**Task details**
Look through the lines below for the word "bottom", and copy every line that has it.

**Supplied entries**

★ ★ ★ ★ ★ ★ ★

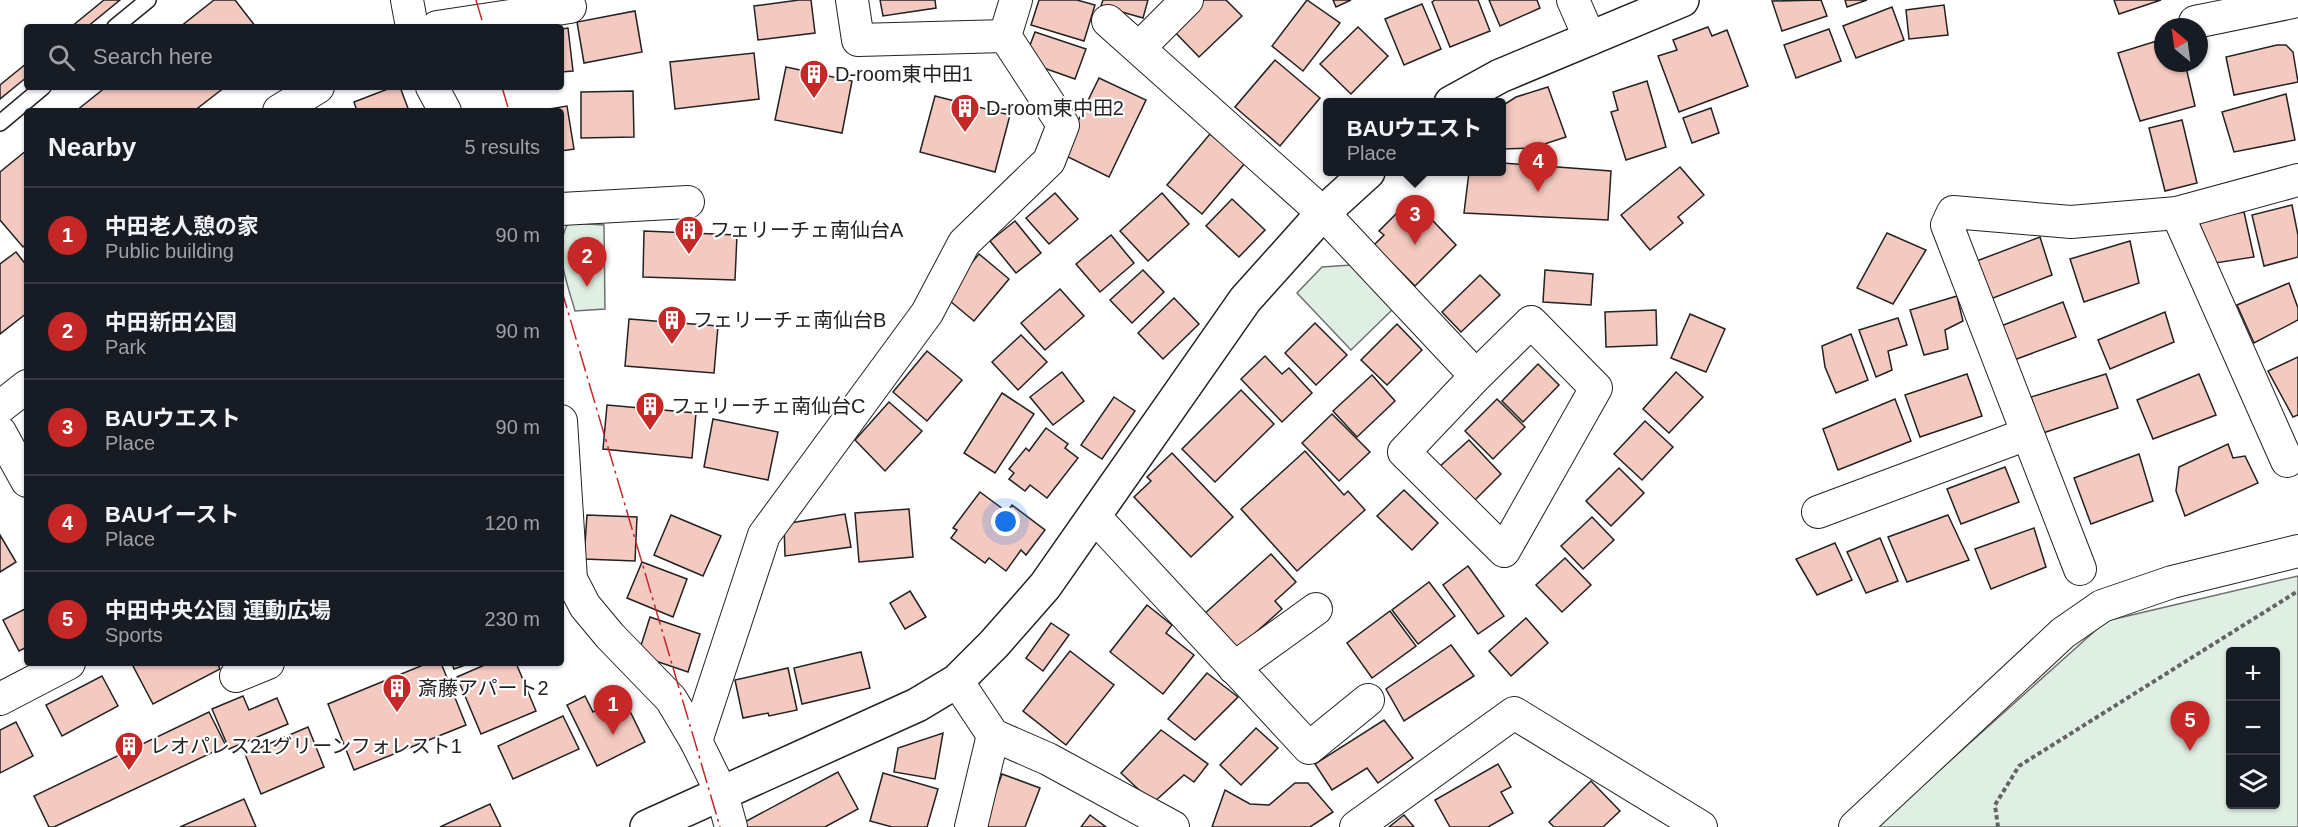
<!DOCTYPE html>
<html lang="en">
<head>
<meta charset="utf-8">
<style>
	:root { --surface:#171b24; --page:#242831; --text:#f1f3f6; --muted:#9ea1a6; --line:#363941; --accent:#c62828 }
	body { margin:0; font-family:Arial,"Noto Sans JP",sans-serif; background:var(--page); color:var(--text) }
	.controls { position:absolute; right:18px; bottom:18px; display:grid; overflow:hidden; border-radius:6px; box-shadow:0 2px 4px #0004 }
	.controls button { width:54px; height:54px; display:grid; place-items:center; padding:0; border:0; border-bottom:2px solid var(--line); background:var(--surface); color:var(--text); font:30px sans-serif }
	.compass { position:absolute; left:2154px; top:18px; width:54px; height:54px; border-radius:50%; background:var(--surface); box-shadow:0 2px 4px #0004; rotate:331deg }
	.you { position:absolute; left:1006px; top:522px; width:21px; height:21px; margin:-15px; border:4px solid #fff; border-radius:50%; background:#1a73e8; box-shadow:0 0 0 9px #1a73e833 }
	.badge { display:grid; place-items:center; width:39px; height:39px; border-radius:50%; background:var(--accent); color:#fff; font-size:20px; font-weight:700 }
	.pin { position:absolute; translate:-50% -50px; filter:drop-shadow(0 2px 3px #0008) }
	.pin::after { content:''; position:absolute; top:32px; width:21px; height:18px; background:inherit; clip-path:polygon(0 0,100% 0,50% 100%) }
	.popup { position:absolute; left:1323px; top:98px; width:183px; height:78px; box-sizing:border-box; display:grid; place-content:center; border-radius:6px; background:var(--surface); filter:drop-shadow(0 2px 4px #0005); font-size:20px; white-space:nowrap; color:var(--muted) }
	.popup b { font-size:22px; color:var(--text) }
	.popup::after { content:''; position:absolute; left:50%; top:100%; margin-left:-12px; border:12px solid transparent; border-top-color:var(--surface) }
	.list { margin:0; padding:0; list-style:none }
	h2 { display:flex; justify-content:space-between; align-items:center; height:78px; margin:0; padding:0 24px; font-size:26px }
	h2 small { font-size:20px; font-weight:400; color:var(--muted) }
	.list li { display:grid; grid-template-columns:39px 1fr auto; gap:18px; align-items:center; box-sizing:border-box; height:96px; padding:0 24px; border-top:2px solid var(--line) }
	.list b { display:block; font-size:22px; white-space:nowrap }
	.list p { margin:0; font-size:20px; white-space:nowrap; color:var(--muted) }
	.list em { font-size:20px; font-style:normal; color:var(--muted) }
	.icon { flex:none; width:33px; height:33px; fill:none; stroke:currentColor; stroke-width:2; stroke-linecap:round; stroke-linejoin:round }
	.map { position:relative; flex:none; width:2298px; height:827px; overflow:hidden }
	.search { position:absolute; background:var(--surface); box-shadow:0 2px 4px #0004; left:24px; top:24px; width:540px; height:66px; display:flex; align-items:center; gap:15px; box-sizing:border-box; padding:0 21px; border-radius:6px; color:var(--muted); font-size:22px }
	.panel { position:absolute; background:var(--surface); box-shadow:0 2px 4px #0004; left:24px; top:108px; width:540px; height:558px; border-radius:6px }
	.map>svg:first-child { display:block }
	.green { fill:#e0efe3; stroke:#6f6f6f; stroke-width:1.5; fill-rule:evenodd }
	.building { fill:#f3c9c0; stroke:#222; stroke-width:1.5 }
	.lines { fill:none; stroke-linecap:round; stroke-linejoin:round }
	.lane-casing { stroke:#222; stroke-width:18 }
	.street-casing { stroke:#222; stroke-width:34 }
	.secondary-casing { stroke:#222; stroke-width:36 }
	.path { stroke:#646464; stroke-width:4; stroke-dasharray:4.5 3; stroke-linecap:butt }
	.lane { stroke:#fff; stroke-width:15 }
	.street { stroke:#fff; stroke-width:32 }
	.secondary { stroke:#fff; stroke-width:33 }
	.power { stroke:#c62828; stroke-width:1.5; stroke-dasharray:21 4.5 3 4.5; stroke-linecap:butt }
	.labels { text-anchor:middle; stroke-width:4.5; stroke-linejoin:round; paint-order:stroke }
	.poi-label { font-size:20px; fill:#222; stroke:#fff; text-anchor:start }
</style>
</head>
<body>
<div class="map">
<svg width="2298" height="827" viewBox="0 0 2298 827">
	<rect width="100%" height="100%" fill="#fff"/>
	<g class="green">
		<path d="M568,223l36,2 1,84 -30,2c-8,-29 -22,-60 -7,-88z"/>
		<path d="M1351,265l42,44 -42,41 -54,-57 25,-26z"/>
		<path d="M2298,576v251h-422l230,-206zM2230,652h46v152h-46z"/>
	</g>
	<g class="building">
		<path d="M104,0h16l-33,27h-16z"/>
		<path d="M214,0h21l21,27h-76z"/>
		<path d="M799,0h12l4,33 -57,7 -4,-34z"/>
		<path d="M880,0h55l1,8 -53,8z"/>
		<path d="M1039,0h38l18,5 -11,36 -53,-16z"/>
		<path d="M1103,0h45l-5,18 -42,-12z"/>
		<path d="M1202,0h24l16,16 -43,41 -27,-28z"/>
		<path d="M1307,0l33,23 -37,48 -31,-25z"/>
		<path d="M1333,0h18l-15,7z"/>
		<path d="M1435,0h43l12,31 -40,16 -18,-45z"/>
		<path d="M1489,0h48l3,8 -40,18z"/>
		<path d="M1821,0l6,16 -45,15 -10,-30z"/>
		<path d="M1845,0h22l-20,7z"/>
		<path d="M2114,0h47l-42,14z"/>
		<path d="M1422,4l19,45 -37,16 -19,-46z"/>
		<path d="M1944,5l4,30 -39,4 -3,-29z"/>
		<path d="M1892,7l12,33 -48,18 -13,-32z"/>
		<path d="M635,11l7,41 -58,11 -7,-41z"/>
		<path d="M1358,27l30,29 -37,38 -31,-30z"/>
		<path d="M1708,27l4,9 15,-6 21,56 -69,26 -21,-56 19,-6 -4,-10z"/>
		<path d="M568,28l5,43 -12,1v-43z"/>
		<path d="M1829,29l12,32 -45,17 -12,-33z"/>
		<path d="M1035,32l51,17 -11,30 -51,-18z"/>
		<path d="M2163,39v24h22l10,43 -55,15 -22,-68z"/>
		<path d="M2277,45h9l7,7 5,30 -64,13 -8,-38z"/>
		<path d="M754,53l5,46 -84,10 -5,-47z"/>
		<path d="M1275,60l45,38 -40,48 -45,-39z"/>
		<path d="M27,63v14l-27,22v-14z"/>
		<path d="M786,67l66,14 -10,52 -67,-13z"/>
		<path d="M1099,78l47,22 -37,77 -47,-23z"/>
		<path d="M1647,81l19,66 -40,13 -15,-48 7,-2 -5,-18z"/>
		<path d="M106,87h119l-31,24h-118z"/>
		<path d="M393,87h7l9,24h-52l-3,-9z"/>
		<path d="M1548,87l18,50 -34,11 -30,1v-43l14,-9z"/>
		<path d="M633,91l1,46 -53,1v-46z"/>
		<path d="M2286,94l9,46 -61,12 -12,-40z"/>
		<path d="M935,96l75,19 -15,57 -75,-20z"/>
		<path d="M567,106l7,43 -13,2v-40h-24z"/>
		<path d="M1711,108l8,25 -27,10 -9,-25z"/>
		<path d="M2182,120l15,63 -32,8 -16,-63z"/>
		<path d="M1210,134l35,29 -43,51 -35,-29z"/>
		<path d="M27,150v93l-4,4 -23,-27v-48z"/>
		<path d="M1502,163l109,8 -3,49 -144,-7 5,-41h33z"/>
		<path d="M1680,167l24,28 -26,22 5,6 -33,27 -29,-35z"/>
		<path d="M1055,193l23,26 -29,25 -23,-26z"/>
		<path d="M1162,193l27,31 -41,37 -28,-30z"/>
		<path d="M1232,199l33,31 -26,27 -33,-31z"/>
		<path d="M1416,203l40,42 -41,41 -41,-41 10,-10 -5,-4 23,-23 5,4z"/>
		<path d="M2292,205l6,30v22l-34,9 -12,-51z"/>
		<path d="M2244,212l10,45 -45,7 -10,-44z"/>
		<path d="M1015,221l26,32 -25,20 -26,-32z"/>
		<path d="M644,231l93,4 -2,45 -92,-3z"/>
		<path d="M1887,233l39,17 -33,54 -36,-16z"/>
		<path d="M1111,235l23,28 -34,29 -24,-28z"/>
		<path d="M2040,237l12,38 -64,25 -14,-38z"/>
		<path d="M2130,241l9,42 -55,19 -14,-43z"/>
		<path d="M16,252l11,14v47l-27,21v-70z"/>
		<path d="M979,254l30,25 -35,42 -30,-25z"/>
		<path d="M1143,270l21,22 -32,31 -22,-23z"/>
		<path d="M1545,270l48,4 -2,31 -48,-3z"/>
		<path d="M1480,275l20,20 -39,37 -19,-20z"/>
		<path d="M2289,283l9,25v12l-44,23 -17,-38z"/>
		<path d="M1060,289l24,27 -39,34 -24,-27z"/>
		<path d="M1957,296l6,25 -18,9 3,19 -24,6 -14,-45z"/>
		<path d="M1174,298l25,26 -36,35 -25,-26z"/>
		<path d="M2063,302l13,35 -62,23 -13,-34z"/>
		<path d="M1656,310l1,35 -51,2 -1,-35z"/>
		<path d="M2165,312l9,30 -64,27 -12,-29z"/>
		<path d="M1690,314l35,15 -19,43 -35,-14z"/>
		<path d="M1898,318l9,27 -19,6 4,19 -16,7 -17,-47z"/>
		<path d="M629,319l89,7 -4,47 -89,-7z"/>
		<path d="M1315,323l32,32 -31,30 -31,-32z"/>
		<path d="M1397,324l25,26 -35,35 -26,-25z"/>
		<path d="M1851,334l17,46 -32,13 -11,-26 -3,-21z"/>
		<path d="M1021,335l26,27 -29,28 -26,-28z"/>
		<path d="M927,351l35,29 -35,41 -34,-29z"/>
		<path d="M1265,356l17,18 7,-6 23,25 -30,29 -41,-43z"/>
		<path d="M2298,357v58l-5,2 -25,-46z"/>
		<path d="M1538,364l21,21 -36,37 -21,-21z"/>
		<path d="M1062,372l22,29 -31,24 -23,-28z"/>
		<path d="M1676,372l27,25 -34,36 -26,-24z"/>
		<path d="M1967,374l15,42 -62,21 -15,-42z"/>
		<path d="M2106,374l12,34 -75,25 -12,-36z"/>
		<path d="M2199,374l17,41 -63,24 -16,-39z"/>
		<path d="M1372,375l23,26 -38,36 -24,-26z"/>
		<path d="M1241,390l33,34 -59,58 -33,-33z"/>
		<path d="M1002,393l32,21 -39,59 -31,-20z"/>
		<path d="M1114,397l21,14 -33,48 -21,-14z"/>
		<path d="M1497,399l28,28 -32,32 -28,-28z"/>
		<path d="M1895,399l16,42 -73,29 -15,-41z"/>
		<path d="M889,402l33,29 -37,40 -30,-31z"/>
		<path d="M607,405l89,8 -4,45 -89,-9z"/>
		<path d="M1332,414l38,38 -31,29 -37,-38z"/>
		<path d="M713,419l65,13 -10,48 -64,-13z"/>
		<path d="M1645,421l28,26 -31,33 -28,-26z"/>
		<path d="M1046,428l22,16 -3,4 13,10 -31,40 -17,-13 -5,6 -16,-12 5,-6 -5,-4 17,-21 3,3z"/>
		<path d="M1469,440l32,34 -30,30 -33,-36z"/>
		<path d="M2228,444l5,14 12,-2 13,27 -73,33 -9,-25 3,-24z"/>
		<path d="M1305,451l39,44 4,-4 17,19 -68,61 -56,-62z"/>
		<path d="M1172,453l61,64 -42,40 -57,-60 17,-16 -4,-4z"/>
		<path d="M2139,454l14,47 -62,23 -17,-46z"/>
		<path d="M2005,467l14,35 -58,22 -14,-35z"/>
		<path d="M1619,468l25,25 -33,33 -25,-25z"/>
		<path d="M1404,490l34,33 -26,27 -35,-34z"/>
		<path d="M980,492l27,20 5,-7 33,25 -19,25 -5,-5 -15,21 -17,-13 -4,5 -34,-25 6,-8 -4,-2z"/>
		<path d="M909,509l4,48 -54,5 -4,-49z"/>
		<path d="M845,514l6,33 -66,9 -1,-32z"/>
		<path d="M587,515l50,2 -2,44 -51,-2z"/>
		<path d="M671,515l50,21 -18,40 -49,-21z"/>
		<path d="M1948,515l21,45 -62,22 -19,-45z"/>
		<path d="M1592,517l22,23 -31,29 -22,-23z"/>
		<path d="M2034,528l12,39 -55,22 -16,-40z"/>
		<path d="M0,535l16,27 -16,10z"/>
		<path d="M1880,538l18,43 -32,12 -19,-41z"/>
		<path d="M1835,543l17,37 -35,15 -21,-36z"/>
		<path d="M1271,554l25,28 -21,19 7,8 -47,42 -32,-36z"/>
		<path d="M1565,558l26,27 -29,27 -26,-27z"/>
		<path d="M642,562l45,17 -14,38 -46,-19z"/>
		<path d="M1468,566l36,50 -26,18 -35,-49z"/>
		<path d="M1429,582l26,34 -37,28 -26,-34z"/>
		<path d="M910,591l16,26 -21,12 -15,-26z"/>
		<path d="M1147,605l25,20 -6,8 28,22 -31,39 -53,-42z"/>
		<path d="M27,608v39l-8,4 -16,-31z"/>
		<path d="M1390,611l26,35 -44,32 -25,-35z"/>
		<path d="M650,617l50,17 -12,38 -50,-17z"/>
		<path d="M1526,618l22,25 -37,33 -22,-25z"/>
		<path d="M1051,623l18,12 -26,36 -17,-13z"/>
		<path d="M1451,645l23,31 -70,45 -18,-32z"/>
		<path d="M1070,651l44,34 -48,60 -43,-34z"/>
		<path d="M861,652l9,36 -68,16 -8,-36z"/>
		<path d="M138,663h79l3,6 -67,35 -20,-38z"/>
		<path d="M428,663h13l25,62 -112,45 -26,-66z"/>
		<path d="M452,663h19l-17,6z"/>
		<path d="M489,663h27l20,48 -55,23 -24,-57z"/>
		<path d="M788,668l9,42 -28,6 -1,-3 -25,5 -8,-38z"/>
		<path d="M1207,673l31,24 -43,43 -27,-21z"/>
		<path d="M102,676l16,30 -56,30 -16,-31z"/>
		<path d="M243,696l6,14 28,-12 11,26 -59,25 -17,-40z"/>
		<path d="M585,696l8,16 30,-15 22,45 -48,24 -30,-61z"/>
		<path d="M209,712l17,34 -172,81h-5l-15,-31z"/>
		<path d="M563,716l16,33 -66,30 -15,-33z"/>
		<path d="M1384,720l29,38 -35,25 -11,-15 -35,22 -17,-26z"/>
		<path d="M16,722l17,34 -33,17v-43z"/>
		<path d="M308,727l16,40 -63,27 -16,-40z"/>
		<path d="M1256,728l22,20 -37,37 -21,-20z"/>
		<path d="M1161,730l47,34 -14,18 -10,-7 -31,28 -32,-30z"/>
		<path d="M943,733l-8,46 -41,-7 4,-24z"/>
		<path d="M1498,764l13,23 -10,5 12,21 -25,14h-38l-15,-27z"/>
		<path d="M838,772l20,37 -33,18h-82l-2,-3z"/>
		<path d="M883,773l55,16 -11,38h-35l-22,-6z"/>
		<path d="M1002,774l38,14 -15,39h-42z"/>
		<path d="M1591,781l29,30 -17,16h-49l-5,-5z"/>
		<path d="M1295,783h13l25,29 -23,15h-98l13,-37 25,14 19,1z"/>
		<path d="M244,799l12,28h-76z"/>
		<path d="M490,804l11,23h-61z"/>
		<path d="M1090,815l16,12h-25z"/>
		<path d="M1404,815l10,12h-25z"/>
	</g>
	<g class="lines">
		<g class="lane-casing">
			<g id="lane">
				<path d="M115,27l33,-27"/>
				<path d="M0,123l43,-36"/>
			</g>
		</g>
		<g class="street-casing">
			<g id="street">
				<path d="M407,0l5,27"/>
				<path d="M852,0l6,40 147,-4"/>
				<path d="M1573,0l17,39"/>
				<path d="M1108,21l215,192 153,163 55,-54 65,66 -92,163 -100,-99 72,-76"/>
				<path d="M2195,22l103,-21"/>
				<path d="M437,27l133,-20"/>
				<path d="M1139,48l48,-48"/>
				<path d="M432,87l13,24"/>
				<path d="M279,111l39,-24"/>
				<path d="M561,209l127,-7"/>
				<path d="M2177,213l110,248"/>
				<path d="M0,407l27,-21"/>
				<path d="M561,421l10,158 14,27 25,30 61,63 25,42 26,53 9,33"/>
				<path d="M0,432l27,49"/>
				<path d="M1818,512l209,-78"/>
				<path d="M1094,516l215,232 59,-48"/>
				<path d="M2080,569l-133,-344 6,-13 118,10 106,-9 121,-33"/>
				<path d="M1234,668l82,-59"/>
				<path d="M236,676l32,-13"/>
				<path d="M957,681l36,54 55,24 125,68"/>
				<path d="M0,699l69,-36"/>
				<path d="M696,741l68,-206 163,-222 37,-70 85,-82 14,-36 -58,-89 11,-36"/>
				<path d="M971,827l22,-92"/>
				<path d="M1356,827l158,-114 187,114"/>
				<path d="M1855,827l208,-194 39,-27 70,-24 126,-31"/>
			</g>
		</g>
		<g class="secondary-casing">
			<g id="secondary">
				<path d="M1451,103l49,-27 182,-76"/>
				<path d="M647,827l270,-122 40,-24 37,-37 51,-58 200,-286 78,-87 45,-41"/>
			</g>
		</g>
		<path class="path" d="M1998,827l-3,-22 24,-39 279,-175"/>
		<use href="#lane" class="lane"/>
		<use href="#street" class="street"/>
		<use href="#secondary" class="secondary"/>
		<g class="power">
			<path d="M476,0l8,27"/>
			<path d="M502,87l7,24"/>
			<path d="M561,288l159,539"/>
		</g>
	</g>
	<defs>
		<g id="building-pin" transform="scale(1.5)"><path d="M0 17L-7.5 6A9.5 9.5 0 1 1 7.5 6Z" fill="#c62828" stroke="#fff"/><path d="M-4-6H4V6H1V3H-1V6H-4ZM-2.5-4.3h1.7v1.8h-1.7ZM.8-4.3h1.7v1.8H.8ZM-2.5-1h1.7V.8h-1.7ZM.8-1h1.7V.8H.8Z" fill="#fff"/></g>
	</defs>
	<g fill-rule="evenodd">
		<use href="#building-pin" x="814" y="74"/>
		<use href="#building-pin" x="965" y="108"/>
		<use href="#building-pin" x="689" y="230"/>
		<use href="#building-pin" x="672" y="320"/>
		<use href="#building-pin" x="650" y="406"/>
		<use href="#building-pin" x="397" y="688"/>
		<use href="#building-pin" x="129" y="746"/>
	</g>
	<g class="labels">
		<g class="poi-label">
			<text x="835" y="81">D-room東中田1</text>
			<text x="986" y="115">D-room東中田2</text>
			<text x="710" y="237">フェリーチェ南仙台A</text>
			<text x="693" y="327">フェリーチェ南仙台B</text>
			<text x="671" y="413">フェリーチェ南仙台C</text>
			<text x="418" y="695">斎藤アパート2</text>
			<text x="150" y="753">レオパレス21グリーンフォレスト1</text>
		</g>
	</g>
</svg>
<div class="controls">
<button>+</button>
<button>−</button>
<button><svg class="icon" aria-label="layers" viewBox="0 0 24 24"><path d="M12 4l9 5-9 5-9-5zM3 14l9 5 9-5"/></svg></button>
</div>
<svg class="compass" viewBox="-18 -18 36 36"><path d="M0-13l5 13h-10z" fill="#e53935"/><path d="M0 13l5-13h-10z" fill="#9ea1a6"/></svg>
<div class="you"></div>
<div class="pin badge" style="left:613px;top:735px">1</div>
<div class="pin badge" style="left:587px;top:287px">2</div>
<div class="pin badge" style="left:1415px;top:245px">3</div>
<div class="popup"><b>BAUウエスト</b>Place</div>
<div class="pin badge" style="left:1538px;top:192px">4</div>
<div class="pin badge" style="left:2190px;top:751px">5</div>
<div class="search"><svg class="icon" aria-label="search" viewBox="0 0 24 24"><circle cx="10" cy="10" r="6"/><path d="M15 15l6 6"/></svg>Search here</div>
<section class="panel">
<h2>Nearby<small>5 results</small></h2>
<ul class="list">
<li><span class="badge">1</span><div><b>中田老人憩の家</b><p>Public building</p></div><em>90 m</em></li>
<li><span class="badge">2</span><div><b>中田新田公園</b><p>Park</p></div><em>90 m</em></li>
<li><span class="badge">3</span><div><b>BAUウエスト</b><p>Place</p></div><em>90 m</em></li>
<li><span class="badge">4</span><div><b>BAUイースト</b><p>Place</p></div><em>120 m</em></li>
<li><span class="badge">5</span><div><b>中田中央公園 運動広場</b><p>Sports</p></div><em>230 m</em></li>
</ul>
</section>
</div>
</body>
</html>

★ ★ ★ ★ ★ ★ ★

**Expected output**
	.controls { position:absolute; right:18px; bottom:18px; display:grid; overflow:hidden; border-radius:6px; box-shadow:0 2px 4px #0004 }
	.controls button { width:54px; height:54px; display:grid; place-items:center; padding:0; border:0; border-bottom:2px solid var(--line); background:var(--surface); color:var(--text); font:30px sans-serif }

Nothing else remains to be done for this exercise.